Wednesday, February 23, 2011

MD Bill Would Catch Drivers Who Illegally Pass School Buses

ANNAPOLIS — Delegates in the House Environmental Matters Committee expressed shock Tuesday afternoon about the number of drivers who are passing stopped school buses.
Delegate Patrick Hogan, a Frederick County Republican, said he hoped he could translate their concern into support for his bill, which would allow school districts to use cameras on the outside of school buses to catch those violating the law.

The cameras would be among the tools used to issue citations to owners of vehicles driven past a bus.

"I think the hearing went very well, and there seems to be consensus among committee members that we need to take action on the issue," said Hogan, who said he expected the committee would continue to discuss the details of the bill.

Hogan believes points should be placed on a person's driver's license for a violation, and the fine should be higher than the $100 being proposed.

Leon Langley, Maryland State Department of Education director of pupil transportation, testified that he had organized an effort this month for school bus drivers to record the number of violations they witnessed in one day. Drivers from 19 of 24 jurisdictions have sent him their results, based on a survey performed on Feb. 9 or 10, depending on the weather in their areas.

So far, 3,491 of 4,656 bus drivers have responded to the survey. In a single day, those bus drivers reported 5,465 instances of cars going past a school bus that was stopped with its stop sign and flashing lights extended.

"Those are just astounding statistics," said Delegate Tony O'Donnell, a Republican. "Thousands of violations in one day."

Frederick County Public Schools has already been using cameras to track violators, but as the law currently stands it can't issue citations. Last year, school system officials recorded more than 400 violations. So far this school year, they have recorded 198, said Veronica Lowe, FCPS director of transportation.

"The numbers are staggering," said Walter Brilhart, a retired associate superintendent who is now a consultant for the school system.

School officials said students are safe on school buses, but getting on and off them is a "danger zone" where students could be hit by cars.

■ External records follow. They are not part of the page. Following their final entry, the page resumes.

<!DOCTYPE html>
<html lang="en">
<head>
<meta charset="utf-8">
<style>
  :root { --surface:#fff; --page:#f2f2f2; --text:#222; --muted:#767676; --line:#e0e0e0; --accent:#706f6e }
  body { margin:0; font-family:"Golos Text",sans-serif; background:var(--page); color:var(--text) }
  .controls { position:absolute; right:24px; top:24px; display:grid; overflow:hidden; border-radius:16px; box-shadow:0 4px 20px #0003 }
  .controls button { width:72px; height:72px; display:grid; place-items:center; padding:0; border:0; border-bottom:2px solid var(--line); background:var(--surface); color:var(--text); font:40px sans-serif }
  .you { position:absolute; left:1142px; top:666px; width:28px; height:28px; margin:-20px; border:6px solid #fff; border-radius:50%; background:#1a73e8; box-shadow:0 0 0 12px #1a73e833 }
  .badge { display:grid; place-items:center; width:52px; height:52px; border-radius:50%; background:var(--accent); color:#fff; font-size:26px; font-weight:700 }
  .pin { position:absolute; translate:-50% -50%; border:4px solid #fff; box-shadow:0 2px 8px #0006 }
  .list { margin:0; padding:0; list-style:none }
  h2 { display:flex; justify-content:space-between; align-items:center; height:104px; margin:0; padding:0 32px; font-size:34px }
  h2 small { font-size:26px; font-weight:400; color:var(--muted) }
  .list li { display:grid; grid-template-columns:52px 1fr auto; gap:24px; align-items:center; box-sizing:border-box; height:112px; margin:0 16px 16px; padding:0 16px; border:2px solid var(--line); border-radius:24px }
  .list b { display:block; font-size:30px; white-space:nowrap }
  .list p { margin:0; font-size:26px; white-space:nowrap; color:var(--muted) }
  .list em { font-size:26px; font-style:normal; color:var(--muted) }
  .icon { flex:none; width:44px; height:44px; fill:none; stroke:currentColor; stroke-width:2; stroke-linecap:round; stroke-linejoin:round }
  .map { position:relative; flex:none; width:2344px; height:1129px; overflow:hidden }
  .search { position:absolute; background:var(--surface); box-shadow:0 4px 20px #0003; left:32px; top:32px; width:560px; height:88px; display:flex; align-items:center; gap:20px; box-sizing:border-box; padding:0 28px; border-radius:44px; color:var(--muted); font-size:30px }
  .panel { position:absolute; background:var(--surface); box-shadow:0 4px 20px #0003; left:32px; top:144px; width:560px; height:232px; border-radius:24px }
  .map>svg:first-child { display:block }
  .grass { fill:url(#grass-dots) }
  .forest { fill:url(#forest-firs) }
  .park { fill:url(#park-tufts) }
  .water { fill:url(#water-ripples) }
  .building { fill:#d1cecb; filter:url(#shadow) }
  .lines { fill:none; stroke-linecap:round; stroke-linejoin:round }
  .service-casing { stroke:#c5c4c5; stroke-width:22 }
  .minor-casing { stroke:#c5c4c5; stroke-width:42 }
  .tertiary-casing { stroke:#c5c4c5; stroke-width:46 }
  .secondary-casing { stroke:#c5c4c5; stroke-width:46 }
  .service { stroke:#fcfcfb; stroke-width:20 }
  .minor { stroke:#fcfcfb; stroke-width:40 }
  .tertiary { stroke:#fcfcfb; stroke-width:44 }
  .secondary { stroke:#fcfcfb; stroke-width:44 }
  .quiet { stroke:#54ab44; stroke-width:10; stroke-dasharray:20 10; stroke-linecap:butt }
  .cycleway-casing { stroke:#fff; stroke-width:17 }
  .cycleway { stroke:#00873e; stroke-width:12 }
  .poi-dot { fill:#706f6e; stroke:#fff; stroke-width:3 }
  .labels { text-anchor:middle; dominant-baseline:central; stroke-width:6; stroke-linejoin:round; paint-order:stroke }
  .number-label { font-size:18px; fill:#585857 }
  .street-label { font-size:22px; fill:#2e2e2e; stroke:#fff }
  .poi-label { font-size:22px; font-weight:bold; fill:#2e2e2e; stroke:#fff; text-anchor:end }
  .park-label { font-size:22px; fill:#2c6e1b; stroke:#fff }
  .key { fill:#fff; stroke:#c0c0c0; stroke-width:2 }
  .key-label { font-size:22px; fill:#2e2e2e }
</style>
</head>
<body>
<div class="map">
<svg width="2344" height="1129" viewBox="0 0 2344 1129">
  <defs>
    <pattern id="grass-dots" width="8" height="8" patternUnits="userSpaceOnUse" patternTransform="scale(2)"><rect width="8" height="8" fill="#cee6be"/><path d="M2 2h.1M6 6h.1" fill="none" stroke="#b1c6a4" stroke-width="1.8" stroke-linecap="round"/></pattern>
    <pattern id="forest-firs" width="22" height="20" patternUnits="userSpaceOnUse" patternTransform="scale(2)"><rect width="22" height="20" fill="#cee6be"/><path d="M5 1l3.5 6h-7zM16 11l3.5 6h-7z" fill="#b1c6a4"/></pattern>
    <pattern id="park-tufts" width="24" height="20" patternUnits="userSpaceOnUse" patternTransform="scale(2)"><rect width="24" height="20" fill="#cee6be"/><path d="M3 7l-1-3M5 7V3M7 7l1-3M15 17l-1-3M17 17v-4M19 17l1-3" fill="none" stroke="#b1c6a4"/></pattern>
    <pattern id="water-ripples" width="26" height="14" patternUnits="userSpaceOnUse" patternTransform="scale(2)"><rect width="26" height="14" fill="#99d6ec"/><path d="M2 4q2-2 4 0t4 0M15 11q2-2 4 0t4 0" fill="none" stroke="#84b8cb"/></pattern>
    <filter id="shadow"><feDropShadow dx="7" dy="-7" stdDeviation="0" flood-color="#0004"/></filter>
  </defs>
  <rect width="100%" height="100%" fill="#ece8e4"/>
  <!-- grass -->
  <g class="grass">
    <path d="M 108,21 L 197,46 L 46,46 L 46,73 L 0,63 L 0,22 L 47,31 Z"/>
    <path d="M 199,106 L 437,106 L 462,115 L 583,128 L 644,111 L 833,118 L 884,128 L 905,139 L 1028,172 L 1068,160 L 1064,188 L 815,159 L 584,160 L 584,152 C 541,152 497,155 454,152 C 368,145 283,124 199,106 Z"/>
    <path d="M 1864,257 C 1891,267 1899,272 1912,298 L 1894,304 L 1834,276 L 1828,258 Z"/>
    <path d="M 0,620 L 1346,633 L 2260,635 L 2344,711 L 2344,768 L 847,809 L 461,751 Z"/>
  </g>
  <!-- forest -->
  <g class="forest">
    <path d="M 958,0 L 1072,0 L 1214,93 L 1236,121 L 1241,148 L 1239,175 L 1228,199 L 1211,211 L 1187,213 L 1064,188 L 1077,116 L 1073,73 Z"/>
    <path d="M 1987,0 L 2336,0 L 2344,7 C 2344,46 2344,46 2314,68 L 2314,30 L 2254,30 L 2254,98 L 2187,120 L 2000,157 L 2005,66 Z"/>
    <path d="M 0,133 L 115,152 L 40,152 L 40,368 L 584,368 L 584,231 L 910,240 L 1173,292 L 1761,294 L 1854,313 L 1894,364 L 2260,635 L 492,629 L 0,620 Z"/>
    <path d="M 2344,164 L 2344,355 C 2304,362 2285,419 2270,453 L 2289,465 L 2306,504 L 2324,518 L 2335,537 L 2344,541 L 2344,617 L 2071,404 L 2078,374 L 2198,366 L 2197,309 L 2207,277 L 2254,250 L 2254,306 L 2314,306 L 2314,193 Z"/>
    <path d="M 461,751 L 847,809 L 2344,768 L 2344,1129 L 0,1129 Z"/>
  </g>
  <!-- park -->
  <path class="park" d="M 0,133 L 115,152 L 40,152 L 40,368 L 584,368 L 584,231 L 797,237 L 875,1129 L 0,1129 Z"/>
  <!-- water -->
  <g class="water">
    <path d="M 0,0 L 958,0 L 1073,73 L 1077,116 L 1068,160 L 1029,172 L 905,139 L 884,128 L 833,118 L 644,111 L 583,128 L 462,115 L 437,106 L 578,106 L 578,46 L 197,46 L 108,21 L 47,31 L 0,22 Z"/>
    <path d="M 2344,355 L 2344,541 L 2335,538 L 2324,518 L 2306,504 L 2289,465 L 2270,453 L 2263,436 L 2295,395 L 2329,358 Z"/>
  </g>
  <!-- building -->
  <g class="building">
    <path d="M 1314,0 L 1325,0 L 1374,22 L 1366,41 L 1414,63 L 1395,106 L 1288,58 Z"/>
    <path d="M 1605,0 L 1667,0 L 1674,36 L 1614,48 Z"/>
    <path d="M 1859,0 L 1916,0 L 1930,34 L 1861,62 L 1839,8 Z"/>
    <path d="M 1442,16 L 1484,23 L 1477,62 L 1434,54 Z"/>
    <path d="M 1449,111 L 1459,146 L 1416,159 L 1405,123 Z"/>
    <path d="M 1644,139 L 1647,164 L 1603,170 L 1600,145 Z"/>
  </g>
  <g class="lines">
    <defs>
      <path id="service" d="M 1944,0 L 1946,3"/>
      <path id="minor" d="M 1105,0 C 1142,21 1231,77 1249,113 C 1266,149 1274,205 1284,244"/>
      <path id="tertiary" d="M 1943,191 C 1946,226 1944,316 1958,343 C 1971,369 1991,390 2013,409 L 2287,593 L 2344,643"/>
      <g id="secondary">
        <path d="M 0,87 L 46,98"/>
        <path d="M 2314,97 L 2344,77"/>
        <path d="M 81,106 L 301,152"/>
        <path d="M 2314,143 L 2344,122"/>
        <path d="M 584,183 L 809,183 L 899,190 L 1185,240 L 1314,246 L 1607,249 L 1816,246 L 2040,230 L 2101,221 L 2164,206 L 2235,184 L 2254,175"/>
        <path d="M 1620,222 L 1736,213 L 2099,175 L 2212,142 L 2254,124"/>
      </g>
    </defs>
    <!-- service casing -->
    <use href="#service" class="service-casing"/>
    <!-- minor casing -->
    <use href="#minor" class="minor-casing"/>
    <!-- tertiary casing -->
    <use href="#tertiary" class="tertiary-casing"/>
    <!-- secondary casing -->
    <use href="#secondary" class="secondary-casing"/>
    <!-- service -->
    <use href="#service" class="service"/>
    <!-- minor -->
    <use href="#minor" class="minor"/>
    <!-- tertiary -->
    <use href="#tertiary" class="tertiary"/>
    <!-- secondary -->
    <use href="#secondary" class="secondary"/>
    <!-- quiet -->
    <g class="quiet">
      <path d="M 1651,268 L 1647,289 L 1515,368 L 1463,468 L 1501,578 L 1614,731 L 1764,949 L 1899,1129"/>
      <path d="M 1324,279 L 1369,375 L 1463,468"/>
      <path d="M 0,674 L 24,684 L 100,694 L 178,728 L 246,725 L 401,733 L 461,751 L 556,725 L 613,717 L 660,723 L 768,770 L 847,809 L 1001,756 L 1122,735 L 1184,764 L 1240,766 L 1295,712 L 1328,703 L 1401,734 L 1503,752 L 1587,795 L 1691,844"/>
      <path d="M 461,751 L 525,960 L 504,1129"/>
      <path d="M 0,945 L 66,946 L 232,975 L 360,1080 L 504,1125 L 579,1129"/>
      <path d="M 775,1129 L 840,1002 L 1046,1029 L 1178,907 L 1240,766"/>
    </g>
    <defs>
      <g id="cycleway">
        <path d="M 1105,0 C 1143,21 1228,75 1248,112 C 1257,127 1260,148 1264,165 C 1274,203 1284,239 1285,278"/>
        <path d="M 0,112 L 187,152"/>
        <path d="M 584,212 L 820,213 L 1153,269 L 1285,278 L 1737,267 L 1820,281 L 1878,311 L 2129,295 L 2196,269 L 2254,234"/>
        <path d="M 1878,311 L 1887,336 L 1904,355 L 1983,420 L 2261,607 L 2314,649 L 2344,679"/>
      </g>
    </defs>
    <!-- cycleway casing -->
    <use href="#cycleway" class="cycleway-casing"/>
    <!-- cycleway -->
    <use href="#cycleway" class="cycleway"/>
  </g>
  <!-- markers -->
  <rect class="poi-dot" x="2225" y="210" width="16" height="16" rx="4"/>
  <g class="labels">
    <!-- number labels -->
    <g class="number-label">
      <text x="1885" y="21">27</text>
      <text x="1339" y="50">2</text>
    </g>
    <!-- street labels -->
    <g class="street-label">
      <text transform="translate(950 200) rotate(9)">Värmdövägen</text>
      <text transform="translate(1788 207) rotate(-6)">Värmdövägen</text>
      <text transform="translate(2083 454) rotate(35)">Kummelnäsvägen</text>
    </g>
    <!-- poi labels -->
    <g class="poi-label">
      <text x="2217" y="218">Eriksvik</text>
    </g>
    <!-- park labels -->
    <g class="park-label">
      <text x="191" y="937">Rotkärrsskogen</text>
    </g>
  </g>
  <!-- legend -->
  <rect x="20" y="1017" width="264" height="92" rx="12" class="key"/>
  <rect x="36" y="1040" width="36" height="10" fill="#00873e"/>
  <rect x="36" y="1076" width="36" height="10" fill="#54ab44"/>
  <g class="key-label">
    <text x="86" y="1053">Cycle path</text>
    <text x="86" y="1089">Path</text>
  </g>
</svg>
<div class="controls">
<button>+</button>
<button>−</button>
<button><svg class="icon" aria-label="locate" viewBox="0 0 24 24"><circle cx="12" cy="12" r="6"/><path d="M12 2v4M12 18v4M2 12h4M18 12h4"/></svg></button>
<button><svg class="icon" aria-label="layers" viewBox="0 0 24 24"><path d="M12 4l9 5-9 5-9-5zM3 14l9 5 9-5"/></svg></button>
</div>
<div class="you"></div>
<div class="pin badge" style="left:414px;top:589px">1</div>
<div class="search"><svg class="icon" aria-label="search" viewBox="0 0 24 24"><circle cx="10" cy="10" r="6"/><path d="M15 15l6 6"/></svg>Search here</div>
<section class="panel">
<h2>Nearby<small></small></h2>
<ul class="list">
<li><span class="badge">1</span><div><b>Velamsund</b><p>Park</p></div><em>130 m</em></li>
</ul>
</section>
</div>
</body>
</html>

"Why would someone pass a stopped school bus with red lights flashing and stop arm deployed?" Lowe said. "We don't know that reason, we just know it's not legal and puts our children in extreme danger."

In at least the past two years, no student has been hurt or killed by a car passing a school bus, Langley said, but school officials said they did not want to wait for someone to be killed or hurt to pass a law.

They envision the cameras as part of a public awareness campaign already implemented, Brilhart said.

For instance, the school system prepared and distributed pamphlets in both English and Spanish to educate drivers about the dangers of passing stopped school buses.

"The cameras won't protect the child from being struck, but what the camera will do is increase driver awareness, and that's what we're after," Brilhart said.